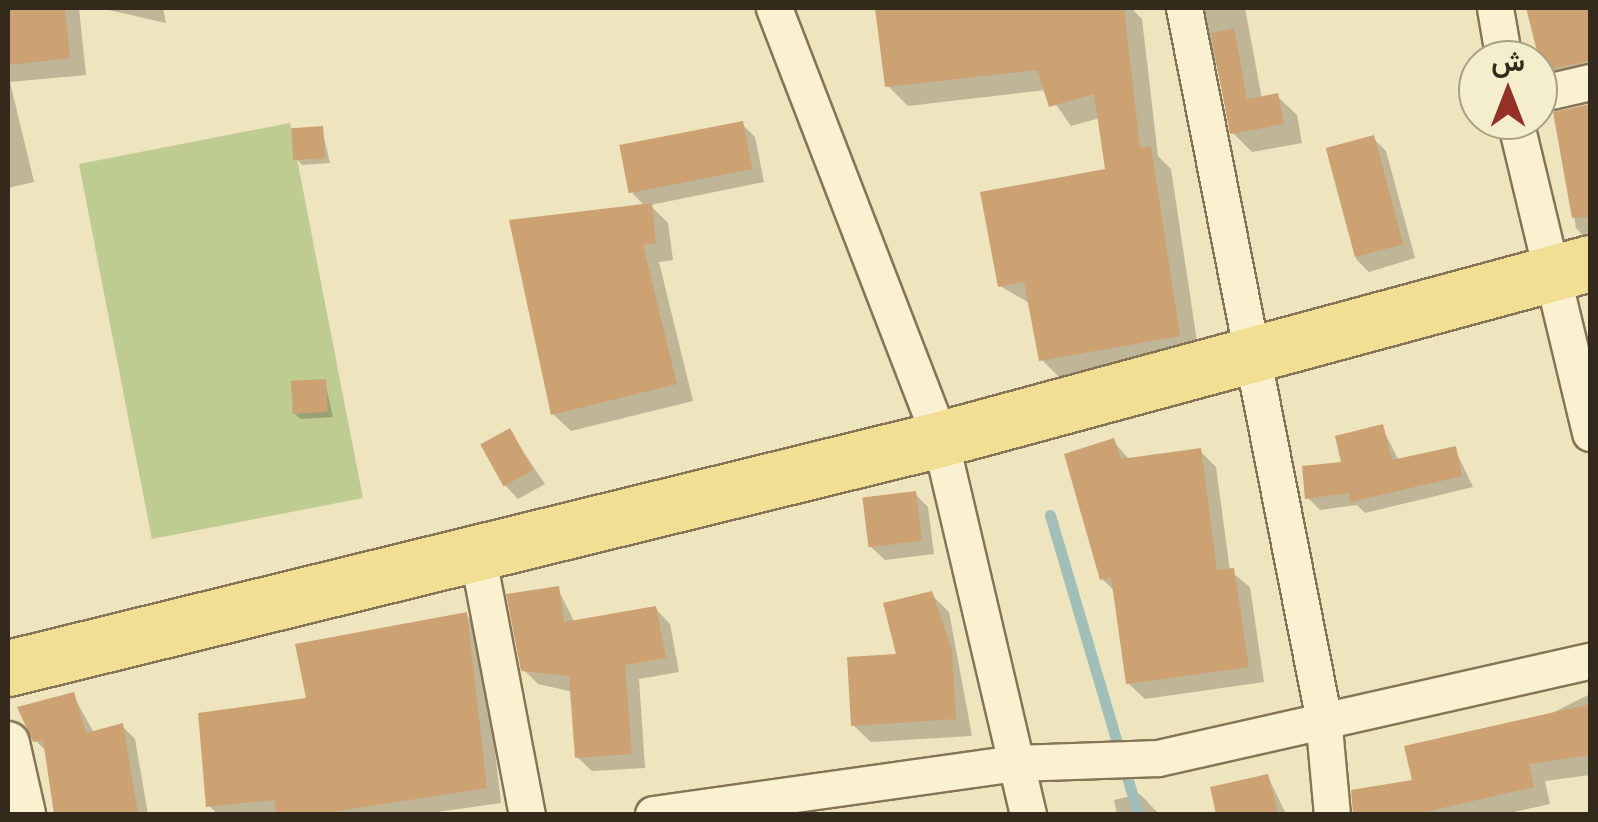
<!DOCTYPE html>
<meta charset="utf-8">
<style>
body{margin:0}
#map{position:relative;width:1598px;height:822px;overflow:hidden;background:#eee4bd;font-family:"Zilla Slab",Vazirmatn,serif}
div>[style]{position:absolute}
.green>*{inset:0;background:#becb91;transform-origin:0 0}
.shadow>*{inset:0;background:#0003}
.stream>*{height:11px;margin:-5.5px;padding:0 5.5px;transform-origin:5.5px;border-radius:5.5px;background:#a1bfb9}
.building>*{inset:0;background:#cda272;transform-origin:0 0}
.roads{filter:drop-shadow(2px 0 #857456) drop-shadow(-2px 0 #857456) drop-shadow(0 2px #857456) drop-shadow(0 -2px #857456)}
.minor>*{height:35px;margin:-17.5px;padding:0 17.5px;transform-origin:17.5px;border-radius:17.5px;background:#f9f1d0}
.tertiary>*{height:42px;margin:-21px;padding:0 21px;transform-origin:21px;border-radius:21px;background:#f9f1d0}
.primary>*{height:55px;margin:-27.5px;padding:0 27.5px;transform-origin:27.5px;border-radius:27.5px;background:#f3df93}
span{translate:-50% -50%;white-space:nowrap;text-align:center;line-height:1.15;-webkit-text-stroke:10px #f5eecc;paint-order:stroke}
.frame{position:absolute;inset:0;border:10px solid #342a1b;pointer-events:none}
.north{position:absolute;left:1458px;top:40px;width:100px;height:100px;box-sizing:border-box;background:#f5eecc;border:2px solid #a8a085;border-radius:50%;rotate:0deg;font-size:28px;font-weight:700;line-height:40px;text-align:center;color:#342a1b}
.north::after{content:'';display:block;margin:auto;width:35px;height:45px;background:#953126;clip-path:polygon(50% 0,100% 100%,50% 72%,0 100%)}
</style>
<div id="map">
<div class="green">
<i style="left:290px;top:123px;width:382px;height:215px;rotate:79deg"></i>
</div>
<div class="shadow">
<i style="clip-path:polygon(8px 8px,79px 8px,86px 75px,10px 82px,34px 182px,8px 188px)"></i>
<i style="clip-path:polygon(100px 8px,163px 8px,166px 23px)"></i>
<i style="clip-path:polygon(877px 8px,1131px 8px,1142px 19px,1158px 156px,1171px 169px,1199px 355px,1062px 380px,1042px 360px,1031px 304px,1000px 286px,1107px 171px,1100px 118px,1071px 126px,1046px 90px,908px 106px,888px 86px)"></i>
<i style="clip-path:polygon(1202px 8px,1245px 8px,1262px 99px,1277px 96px,1297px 115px,1302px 143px,1252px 152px,1233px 133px)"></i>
<i style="clip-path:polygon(1529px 8px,1590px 8px,1590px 82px,1561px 87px,1544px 70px)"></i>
<i style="clip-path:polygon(1590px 104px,1590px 243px,1576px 228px,1556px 114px)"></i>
<i style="clip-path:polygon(742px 124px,755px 137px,764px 182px,650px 205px,668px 223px,673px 260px,659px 262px,693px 401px,571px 431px,553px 414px,645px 206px,632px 193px)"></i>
<i style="clip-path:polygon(322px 129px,330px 163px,302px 165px,296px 158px)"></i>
<i style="clip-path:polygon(1373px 138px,1386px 151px,1415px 258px,1369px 272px,1356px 259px)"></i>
<i style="clip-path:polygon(325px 382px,333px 417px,301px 419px,294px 413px)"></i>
<i style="clip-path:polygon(1382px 427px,1399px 461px,1455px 449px,1473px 487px,1365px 513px,1357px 505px,1320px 510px,1308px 498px)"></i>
<i style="clip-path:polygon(510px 432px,545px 484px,518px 499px,505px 485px)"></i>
<i style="clip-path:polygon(1113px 441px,1130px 460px,1200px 451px,1216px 467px,1230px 571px,1250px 587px,1264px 682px,1145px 699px,1128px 683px,1116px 592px,1102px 579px)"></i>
<i style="clip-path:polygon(915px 494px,928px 507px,934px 554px,885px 560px,871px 547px)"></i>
<i style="clip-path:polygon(558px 589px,575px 623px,656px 609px,670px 624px,679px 672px,639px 679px,645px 768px,592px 771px,577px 757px,573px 692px,538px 684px,524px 670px)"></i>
<i style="clip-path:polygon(931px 594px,949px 612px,972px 736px,871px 742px,853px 725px)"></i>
<i style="clip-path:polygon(466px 615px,481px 630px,501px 803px,423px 814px,218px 814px,209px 806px)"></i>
<i style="clip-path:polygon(1590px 694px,1590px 775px,1545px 781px,1550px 804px,1505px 814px,1356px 814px,1354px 793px,1415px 782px)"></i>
<i style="clip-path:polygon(73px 695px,94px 733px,122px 726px,135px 739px,148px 814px,57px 814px,48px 753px,36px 741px)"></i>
<i style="clip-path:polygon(1268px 777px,1286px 814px,1218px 814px,1213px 789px)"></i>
<i style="clip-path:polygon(1140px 794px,1159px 814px,1117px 814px,1114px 800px)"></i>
</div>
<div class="stream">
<i style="left:1050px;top:515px;width:312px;rotate:73.6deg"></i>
</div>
<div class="building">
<i style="clip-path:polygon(8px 8px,65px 8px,70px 58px,8px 65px)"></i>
<i style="clip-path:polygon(875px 8px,1124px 8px,1140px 148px,1151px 146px,1180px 336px,1039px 361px,1024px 282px,998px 287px,980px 192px,1105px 169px,1094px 94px,1049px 107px,1037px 70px,885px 87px)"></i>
<i style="clip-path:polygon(1526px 8px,1590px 8px,1590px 61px,1542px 71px)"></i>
<i style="clip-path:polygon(1234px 28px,1247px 99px,1278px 93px,1284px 124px,1230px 134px,1211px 33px)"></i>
<i style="clip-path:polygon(1590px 104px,1590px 217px,1572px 218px,1553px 112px)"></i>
<i style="left:743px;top:121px;width:49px;height:126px;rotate:79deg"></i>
<i style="left:323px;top:126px;width:32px;height:32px;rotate:86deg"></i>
<i style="left:1374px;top:135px;width:113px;height:50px;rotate:75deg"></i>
<i style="clip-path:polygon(652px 203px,656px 243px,643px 245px,677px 384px,551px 415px,509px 220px)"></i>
<i style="left:326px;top:379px;width:33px;height:35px;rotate:87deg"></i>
<i style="clip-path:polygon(1383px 424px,1392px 460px,1456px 446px,1462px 476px,1351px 502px,1349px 493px,1305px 499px,1302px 466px,1341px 462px,1335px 436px)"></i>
<i style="left:510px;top:428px;width:48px;height:34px;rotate:61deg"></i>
<i style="clip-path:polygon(1114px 438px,1121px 459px,1201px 448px,1217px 570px,1234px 568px,1249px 667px,1126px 684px,1111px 577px,1100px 580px,1064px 454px)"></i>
<i style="left:916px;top:491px;width:50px;height:54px;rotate:83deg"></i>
<i style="clip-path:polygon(559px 586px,564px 622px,656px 606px,666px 658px,625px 665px,632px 754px,575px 758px,569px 676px,521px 671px,506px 594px)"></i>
<i style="clip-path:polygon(932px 591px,952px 650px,956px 719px,851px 726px,847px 657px,896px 654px,883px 603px)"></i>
<i style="clip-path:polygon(467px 612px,487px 788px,318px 814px,276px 814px,274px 800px,206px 807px,198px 713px,306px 698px,295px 644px)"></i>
<i style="clip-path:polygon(74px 692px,86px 733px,123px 723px,138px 814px,54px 814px,43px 740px,33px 742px,17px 707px)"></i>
<i style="clip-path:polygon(1590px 704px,1590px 755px,1529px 764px,1534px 787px,1417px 814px,1353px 814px,1351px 790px,1412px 780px,1404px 746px)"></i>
<i style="clip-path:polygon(1268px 774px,1278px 814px,1216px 814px,1210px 787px)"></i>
</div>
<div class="roads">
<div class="minor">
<i style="left:774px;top:8px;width:462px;rotate:68.9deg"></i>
<i style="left:940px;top:439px;width:385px;rotate:76.8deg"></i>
<i style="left:1184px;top:8px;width:722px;rotate:78.89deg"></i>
<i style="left:1323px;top:716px;width:98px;rotate:84.8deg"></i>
<i style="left:1495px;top:8px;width:53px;rotate:80.2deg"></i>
<i style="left:1538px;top:94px;width:53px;rotate:-13deg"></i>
<i style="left:1515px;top:120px;width:322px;rotate:76.5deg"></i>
<i style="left:477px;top:553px;width:266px;rotate:79.2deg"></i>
<i style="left:653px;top:814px;width:367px;rotate:-8deg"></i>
<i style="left:1016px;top:763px;width:142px;rotate:-2deg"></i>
<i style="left:1158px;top:758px;width:443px;rotate:-12.7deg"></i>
</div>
<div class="tertiary">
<i style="left:8px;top:743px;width:73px;rotate:77.3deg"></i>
</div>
<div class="primary">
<i style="left:8px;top:668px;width:960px;rotate:-13.8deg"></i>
<i style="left:940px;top:439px;width:673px;rotate:-15.15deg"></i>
</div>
</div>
<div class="frame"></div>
<div class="north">ش</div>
</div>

+++

• ACTIVITY:
Your answer must be a single number: the count of lines in these records that contain "stream".

• OUTPUT:
2